2026-02-01 01:28:09 -03:30 · 2013-03-21 17:38:53 -04:00
parent 5c79112c82
commit 2dbb77833e
4 changed files with 114 additions and 13 deletions
--- a/lib/main/views.py
+++ b/lib/main/views.py
@@ -3,7 +3,6 @@ from django.views.decorators.csrf import csrf_exempt
 from lib.main.models import *
 from lib.main.serializers import *
 from lib.main.rbac import *
-from django.contrib.auth.models import AnonymousUser
 from django.core.exceptions import PermissionDenied
 from rest_framework import mixins
 from rest_framework import generics
@@ -25,7 +24,6 @@ class BaseList(generics.ListCreateAPIView):
        raise exceptions.NotImplementedError
    
    def get_queryset(self):
-        
        return self._get_queryset().filter(active=True)    

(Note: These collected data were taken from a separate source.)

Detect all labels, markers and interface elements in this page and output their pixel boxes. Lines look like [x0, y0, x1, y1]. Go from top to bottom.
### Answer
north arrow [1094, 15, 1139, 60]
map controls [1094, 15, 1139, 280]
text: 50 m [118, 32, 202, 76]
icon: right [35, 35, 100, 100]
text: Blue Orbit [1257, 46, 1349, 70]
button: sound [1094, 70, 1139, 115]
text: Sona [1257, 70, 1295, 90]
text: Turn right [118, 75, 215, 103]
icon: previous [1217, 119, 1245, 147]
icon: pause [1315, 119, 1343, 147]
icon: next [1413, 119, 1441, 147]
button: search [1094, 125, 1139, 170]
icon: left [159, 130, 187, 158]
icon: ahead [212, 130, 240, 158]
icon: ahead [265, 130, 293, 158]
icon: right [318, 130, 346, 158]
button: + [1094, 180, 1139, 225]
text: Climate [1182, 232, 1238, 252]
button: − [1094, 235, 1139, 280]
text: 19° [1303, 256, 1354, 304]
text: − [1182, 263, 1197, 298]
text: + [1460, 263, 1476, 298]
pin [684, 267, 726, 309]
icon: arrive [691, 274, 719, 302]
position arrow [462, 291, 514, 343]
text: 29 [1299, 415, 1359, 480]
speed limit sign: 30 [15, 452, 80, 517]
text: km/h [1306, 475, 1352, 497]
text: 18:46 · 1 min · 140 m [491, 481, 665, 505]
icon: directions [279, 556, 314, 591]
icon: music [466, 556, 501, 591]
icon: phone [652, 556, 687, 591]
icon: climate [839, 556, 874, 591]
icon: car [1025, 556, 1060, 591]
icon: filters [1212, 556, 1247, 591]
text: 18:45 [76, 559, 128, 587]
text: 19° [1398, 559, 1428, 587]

 class BaseDetail(generics.RetrieveUpdateDestroyAPIView):
@@ -104,7 +102,7 @@ class OrganizationsUsersList(BaseList):

    def _get_queryset(self):
        # FIXME:
-        base = Users.objects.all(organizations__pk__in = [ 'FIXME' ])
+        base = Users.objects.all(organizations__pk__in = [ self.kwargs.get('pk') ])
        if self.request.user.is_superuser:
            return base.all()
        return base.objects.filter(
@@ -125,7 +123,7 @@ class OrganizationsAdminsList(BaseList):
    def _get_queryset(self):

        # FIXME
-        base = Users.objects.all(admin_of_organizations__pk__in = [ 'FIXME' ])
+        base = User.objects.all(admin_of_organizations__pk__in = [ self.kwargs.get('pk') ])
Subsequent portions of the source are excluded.